Denouncing what he called an “outrageous attack on Christians everywhere,” Trump condemned what he said was the Biden administration’s role in getting a D.C. jury to convict five pro-life activists for protesting outside an abortion clinic — all this, he added, while all this while ANTIFA and other groups burn down Portland,Minneapolis, Seattle and other U.S. cities.
“The political oppression is immoral and un-American and very dangerous,” he said, pledging to appoint a special task force to “rapidly review the cases of every political prisoner who has been unjustly persecuted by the Biden administration.”

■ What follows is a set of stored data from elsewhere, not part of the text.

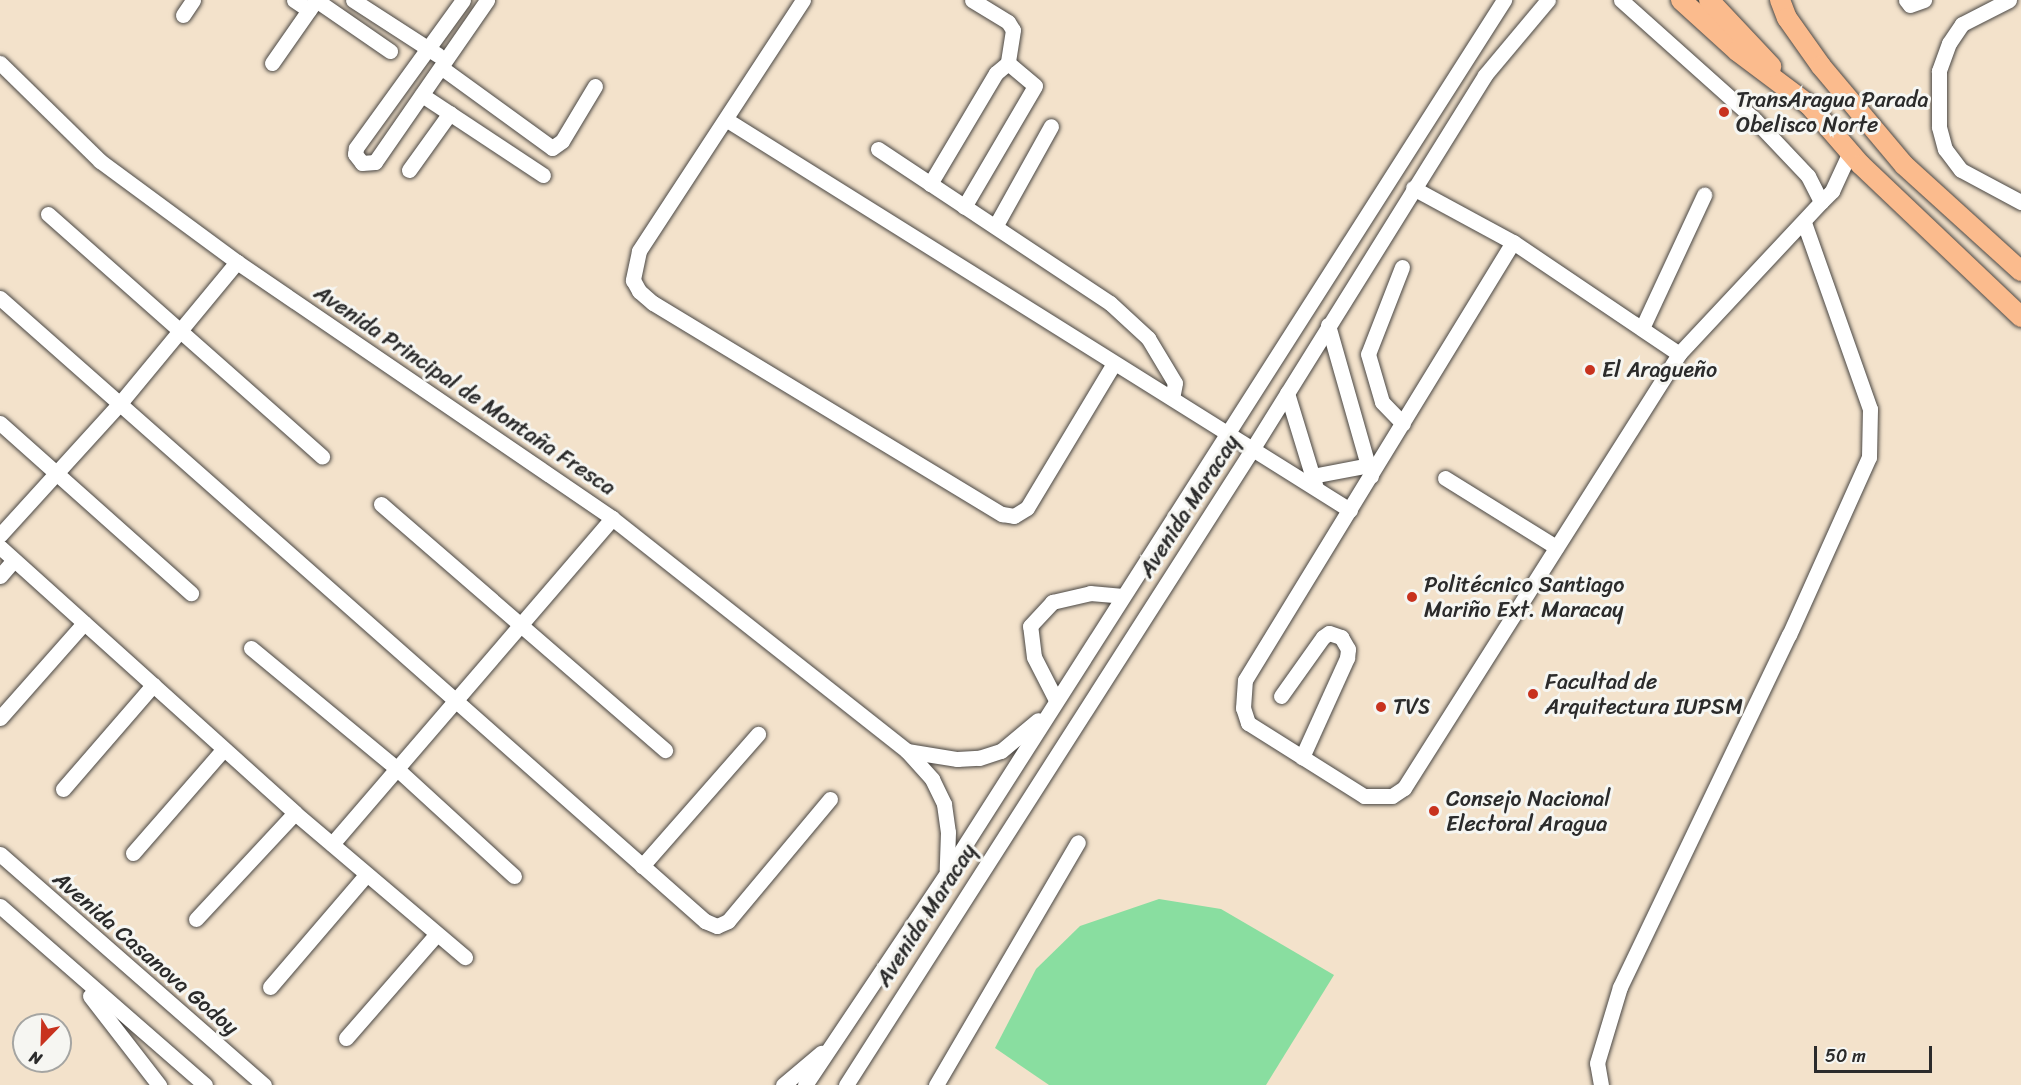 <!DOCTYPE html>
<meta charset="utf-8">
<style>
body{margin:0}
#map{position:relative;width:2021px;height:1085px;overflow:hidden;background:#f3e2cb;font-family:Sriracha,sans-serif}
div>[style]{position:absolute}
.green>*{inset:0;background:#89dea0}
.roads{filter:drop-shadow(0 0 2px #494643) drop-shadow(0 0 2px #494643)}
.minor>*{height:15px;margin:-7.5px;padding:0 7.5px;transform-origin:7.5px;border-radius:7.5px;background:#fff}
.major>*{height:20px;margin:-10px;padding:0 10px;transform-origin:10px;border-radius:10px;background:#fbbb8d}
.dots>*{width:16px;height:16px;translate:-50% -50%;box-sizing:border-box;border:3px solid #f6f6f2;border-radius:50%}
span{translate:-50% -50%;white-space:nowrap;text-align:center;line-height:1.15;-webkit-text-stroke:6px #f6f6f2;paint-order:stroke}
.poi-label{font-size:22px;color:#2b2b2b}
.left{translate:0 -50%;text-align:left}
.street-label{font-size:22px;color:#2b2b2b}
.north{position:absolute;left:12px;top:1013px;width:60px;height:60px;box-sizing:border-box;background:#f6f6f2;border:2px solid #a5a5a2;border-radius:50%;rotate:203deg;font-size:16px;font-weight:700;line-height:24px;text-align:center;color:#2b2b2b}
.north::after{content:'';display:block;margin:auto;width:21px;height:27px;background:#c8321e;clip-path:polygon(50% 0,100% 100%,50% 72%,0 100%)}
.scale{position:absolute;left:1814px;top:1046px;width:118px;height:27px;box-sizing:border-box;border:3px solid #2b2b2b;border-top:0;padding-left:8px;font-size:18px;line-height:21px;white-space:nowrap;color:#2b2b2b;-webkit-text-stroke:4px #f6f6f2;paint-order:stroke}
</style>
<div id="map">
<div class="green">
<div style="clip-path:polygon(1159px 899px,1221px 909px,1334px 975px,1266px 1085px,1049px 1085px,995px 1048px,1036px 969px,1080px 926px)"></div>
</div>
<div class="roads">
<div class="minor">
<div style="left:294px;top:0;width:18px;rotate:34deg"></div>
<div style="left:316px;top:0;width:90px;rotate:34.6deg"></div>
<div style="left:353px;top:0;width:101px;rotate:32.9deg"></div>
<div style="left:463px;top:0;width:183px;rotate:125.9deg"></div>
<div style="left:356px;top:148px;width:6px;rotate:99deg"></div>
<div style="left:355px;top:154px;width:11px;rotate:52deg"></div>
<div style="left:362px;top:163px;width:13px;rotate:-4deg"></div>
<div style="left:375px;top:162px;width:197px;rotate:-55.3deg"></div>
<div style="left:803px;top:0;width:300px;rotate:123.2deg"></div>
<div style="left:639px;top:251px;width:30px;rotate:102deg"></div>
<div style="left:633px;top:280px;width:13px;rotate:61deg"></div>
<div style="left:639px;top:291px;width:18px;rotate:41deg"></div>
<div style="left:653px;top:303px;width:408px;rotate:31.2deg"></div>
<div style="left:1002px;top:514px;width:12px;rotate:9deg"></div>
<div style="left:1014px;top:516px;width:15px;rotate:-32deg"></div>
<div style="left:1027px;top:508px;width:167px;rotate:-59deg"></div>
<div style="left:972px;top:0;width:42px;rotate:31.4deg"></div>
<div style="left:1008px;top:22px;width:9px;rotate:58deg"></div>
<div style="left:1013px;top:30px;width:33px;rotate:99deg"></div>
<div style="left:1621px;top:0;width:180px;rotate:41.8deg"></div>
<div style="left:1755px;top:120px;width:77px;rotate:46.6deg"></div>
<div style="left:1808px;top:176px;width:29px;rotate:63deg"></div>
<div style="left:1821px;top:202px;width:208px;rotate:133.1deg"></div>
<div style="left:1906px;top:0;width:6px;rotate:51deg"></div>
<div style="left:1910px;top:5px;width:15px;rotate:-20deg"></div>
<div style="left:2009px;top:0;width:53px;rotate:152.9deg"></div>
<div style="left:1962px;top:24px;width:23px;rotate:124deg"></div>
<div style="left:1949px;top:43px;width:30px;rotate:110deg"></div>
<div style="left:1939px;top:71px;width:56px;rotate:90deg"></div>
<div style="left:1939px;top:127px;width:23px;rotate:75deg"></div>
<div style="left:1945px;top:149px;width:26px;rotate:53deg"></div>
<div style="left:1961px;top:170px;width:68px;rotate:28.1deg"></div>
<div style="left:183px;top:15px;width:18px;rotate:-56deg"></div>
<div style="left:0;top:63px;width:140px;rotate:44.4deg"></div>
<div style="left:100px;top:161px;width:170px;rotate:36.4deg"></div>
<div style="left:237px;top:262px;width:454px;rotate:34.3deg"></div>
<div style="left:612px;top:518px;width:376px;rotate:38.3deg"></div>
<div style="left:907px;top:751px;width:38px;rotate:48deg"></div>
<div style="left:932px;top:779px;width:28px;rotate:64deg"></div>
<div style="left:944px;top:804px;width:28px;rotate:82deg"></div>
<div style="left:948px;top:832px;width:38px;rotate:92deg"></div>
<div style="left:272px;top:63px;width:77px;rotate:-55.1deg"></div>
<div style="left:442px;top:68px;width:136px;rotate:36deg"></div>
<div style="left:552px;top:148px;width:12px;rotate:-35deg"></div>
<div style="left:562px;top:141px;width:64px;rotate:-59deg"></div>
<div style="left:422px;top:95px;width:145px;rotate:33.5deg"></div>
<div style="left:727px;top:120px;width:735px;rotate:32.05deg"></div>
<div style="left:878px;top:149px;width:278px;rotate:33.6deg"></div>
<div style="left:1110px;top:303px;width:52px;rotate:42.6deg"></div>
<div style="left:1148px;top:338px;width:52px;rotate:59deg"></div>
<div style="left:1175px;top:383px;width:15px;rotate:101deg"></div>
<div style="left:409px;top:170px;width:70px;rotate:-54.3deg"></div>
<div style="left:930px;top:184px;width:129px;rotate:-59.3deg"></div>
<div style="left:996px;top:73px;width:16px;rotate:-40deg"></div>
<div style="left:1008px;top:63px;width:35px;rotate:40deg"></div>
<div style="left:1035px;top:86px;width:140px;rotate:120.4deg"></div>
<div style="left:1413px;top:188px;width:114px;rotate:28.4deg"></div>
<div style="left:1513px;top:242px;width:200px;rotate:34deg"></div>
<div style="left:1679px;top:354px;width:514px;rotate:122.36deg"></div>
<div style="left:1404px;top:788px;width:14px;rotate:146deg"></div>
<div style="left:1392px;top:796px;width:28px;rotate:180deg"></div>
<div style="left:1364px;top:796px;width:137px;rotate:-147.8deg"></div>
<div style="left:1248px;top:723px;width:16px;rotate:-108deg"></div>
<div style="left:1243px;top:708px;width:28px;rotate:-86deg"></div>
<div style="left:1245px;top:680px;width:513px;rotate:-58.54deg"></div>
<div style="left:1821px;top:202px;width:16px;rotate:-45deg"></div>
<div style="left:1832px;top:191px;width:43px;rotate:-65.2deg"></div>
<div style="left:48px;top:214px;width:366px;rotate:41.5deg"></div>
<div style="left:996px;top:225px;width:113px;rotate:-60.9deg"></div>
<div style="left:1402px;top:267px;width:93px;rotate:111.3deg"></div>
<div style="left:1368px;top:354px;width:50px;rotate:73.7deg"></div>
<div style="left:1382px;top:402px;width:30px;rotate:46deg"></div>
<div style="left:0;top:298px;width:941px;rotate:41.47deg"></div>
<div style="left:705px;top:921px;width:13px;rotate:23deg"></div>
<div style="left:717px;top:926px;width:12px;rotate:-24deg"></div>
<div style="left:728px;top:921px;width:159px;rotate:-50.1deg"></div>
<div style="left:1328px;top:325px;width:157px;rotate:74.1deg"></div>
<div style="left:1643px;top:326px;width:145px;rotate:-65deg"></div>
<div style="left:1287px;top:393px;width:99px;rotate:73deg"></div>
<div style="left:0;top:423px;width:256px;rotate:41.7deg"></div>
<div style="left:1312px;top:476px;width:58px;rotate:-10.9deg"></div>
<div style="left:1445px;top:478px;width:131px;rotate:31.9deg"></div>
<div style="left:381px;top:504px;width:376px;rotate:40.9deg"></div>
<div style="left:0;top:535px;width:180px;rotate:-47.7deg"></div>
<div style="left:121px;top:402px;width:182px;rotate:-50.4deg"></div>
<div style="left:0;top:547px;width:397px;rotate:42deg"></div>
<div style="left:295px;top:813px;width:223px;rotate:40.3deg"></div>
<div style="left:0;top:576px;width:21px;rotate:-49deg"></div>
<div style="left:251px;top:648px;width:188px;rotate:39.6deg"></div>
<div style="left:396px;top:768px;width:160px;rotate:42.5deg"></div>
<div style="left:1281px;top:696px;width:72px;rotate:-54.6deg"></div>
<div style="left:1323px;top:637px;width:7px;rotate:-34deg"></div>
<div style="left:1329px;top:633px;width:13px;rotate:18deg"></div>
<div style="left:1341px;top:637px;width:14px;rotate:60deg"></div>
<div style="left:1348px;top:649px;width:9px;rotate:96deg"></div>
<div style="left:1347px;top:658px;width:109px;rotate:114.4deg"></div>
<div style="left:1056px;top:700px;width:48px;rotate:-117.1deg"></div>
<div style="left:1034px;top:657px;width:31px;rotate:-97deg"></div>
<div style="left:1030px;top:626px;width:33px;rotate:-47deg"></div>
<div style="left:1052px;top:602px;width:39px;rotate:-13deg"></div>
<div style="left:1090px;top:593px;width:33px;rotate:5deg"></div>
<div style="left:0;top:718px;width:127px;rotate:-48.5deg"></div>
<div style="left:907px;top:751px;width:51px;rotate:9.1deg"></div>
<div style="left:957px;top:759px;width:22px;rotate:-3deg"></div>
<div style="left:979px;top:758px;width:23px;rotate:-18deg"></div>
<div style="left:1001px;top:751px;width:48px;rotate:-40deg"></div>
<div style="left:63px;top:789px;width:138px;rotate:-49.1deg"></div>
<div style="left:332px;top:844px;width:430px;rotate:-49.3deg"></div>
<div style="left:133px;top:853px;width:137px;rotate:-48.9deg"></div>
<div style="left:0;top:854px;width:351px;rotate:41.2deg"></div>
<div style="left:642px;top:866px;width:176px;rotate:-48.7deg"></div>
<div style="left:0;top:906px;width:272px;rotate:41.1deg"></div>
<div style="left:196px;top:919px;width:145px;rotate:-47deg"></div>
<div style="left:270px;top:987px;width:148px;rotate:-49.4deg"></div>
<div style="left:90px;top:996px;width:113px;rotate:52.2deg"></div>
<div style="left:346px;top:1038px;width:135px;rotate:-48.9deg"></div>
<div style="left:783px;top:1085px;width:50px;rotate:-40.1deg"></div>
<div style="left:805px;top:1085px;width:255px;rotate:-56.2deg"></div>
<div style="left:947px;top:873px;width:1036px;rotate:-57.46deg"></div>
<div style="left:846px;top:1085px;width:756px;rotate:-57.42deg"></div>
<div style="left:1253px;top:448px;width:439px;rotate:-58.1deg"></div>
<div style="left:1485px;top:75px;width:98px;rotate:-50deg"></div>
<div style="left:936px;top:1085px;width:281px;rotate:-59.7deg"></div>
<div style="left:1601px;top:1085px;width:22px;rotate:-100deg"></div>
<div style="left:1597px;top:1063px;width:79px;rotate:-73.2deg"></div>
<div style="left:1620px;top:987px;width:390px;rotate:-64.4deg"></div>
<div style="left:1789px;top:635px;width:195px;rotate:-65.8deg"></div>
<div style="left:1869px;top:457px;width:48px;rotate:-88.8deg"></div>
<div style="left:1870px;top:409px;width:197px;rotate:-109.5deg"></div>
</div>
<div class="major">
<div style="left:1681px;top:0;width:76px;rotate:42.3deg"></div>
<div style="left:1737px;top:51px;width:90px;rotate:36.9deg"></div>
<div style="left:1809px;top:105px;width:79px;rotate:49.1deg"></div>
<div style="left:1861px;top:165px;width:221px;rotate:43.5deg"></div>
<div style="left:1709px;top:0;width:91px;rotate:46.8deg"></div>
<div style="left:1780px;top:0;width:19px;rotate:69deg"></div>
<div style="left:1787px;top:18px;width:59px;rotate:54.7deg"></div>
<div style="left:1821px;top:66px;width:129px;rotate:50deg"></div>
<div style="left:1904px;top:165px;width:158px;rotate:42.2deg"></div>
</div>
</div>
<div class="dots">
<div style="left:1724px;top:112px;background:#c8321e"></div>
<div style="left:1590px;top:370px;background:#c8321e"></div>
<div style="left:1412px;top:597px;background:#c8321e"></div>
<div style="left:1533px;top:694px;background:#c8321e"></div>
<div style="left:1381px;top:707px;background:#c8321e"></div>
<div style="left:1434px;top:811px;background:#c8321e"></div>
</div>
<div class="poi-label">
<span class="left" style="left:1736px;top:112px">TransAragua Parada<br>Obelisco Norte</span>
<span class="left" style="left:1602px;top:370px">El Aragueño</span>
<span class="left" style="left:1424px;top:597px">Politécnico Santiago<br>Mariño Ext. Maracay</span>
<span class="left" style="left:1545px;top:694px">Facultad de<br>Arquitectura IUPSM</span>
<span class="left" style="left:1393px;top:707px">TVS</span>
<span class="left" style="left:1446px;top:811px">Consejo Nacional<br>Electoral Aragua</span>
</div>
<div class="street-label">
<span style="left:465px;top:390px;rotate:34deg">Avenida Principal de Montaña Fresca</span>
<span style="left:1189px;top:506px;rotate:-57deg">Avenida Maracay</span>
<span style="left:926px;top:915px;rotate:-57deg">Avenida Maracay</span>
<span style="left:146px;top:953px;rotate:41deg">Avenida Casanova Godoy</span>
</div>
<div class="north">N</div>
<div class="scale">50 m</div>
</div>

Pledging to “never again” allow the federal government to target “religious believers” and other Americans of faith, Trump also made what could be considered more conventional political promises, including regaining energy independence and protecting Medicare and Social Security for seniors.
But it was his promise to bring an end to the war between Ukraine and Russia that led him to point to Scripture.
“As the Bible says, ‘Blessed are the peacemakers,’ and I was a peacemaker,” he added. We got out of Syria, we got out of Iraq.
“I will prevent World War III … this will be an obliteration of the world, and I will stop that.”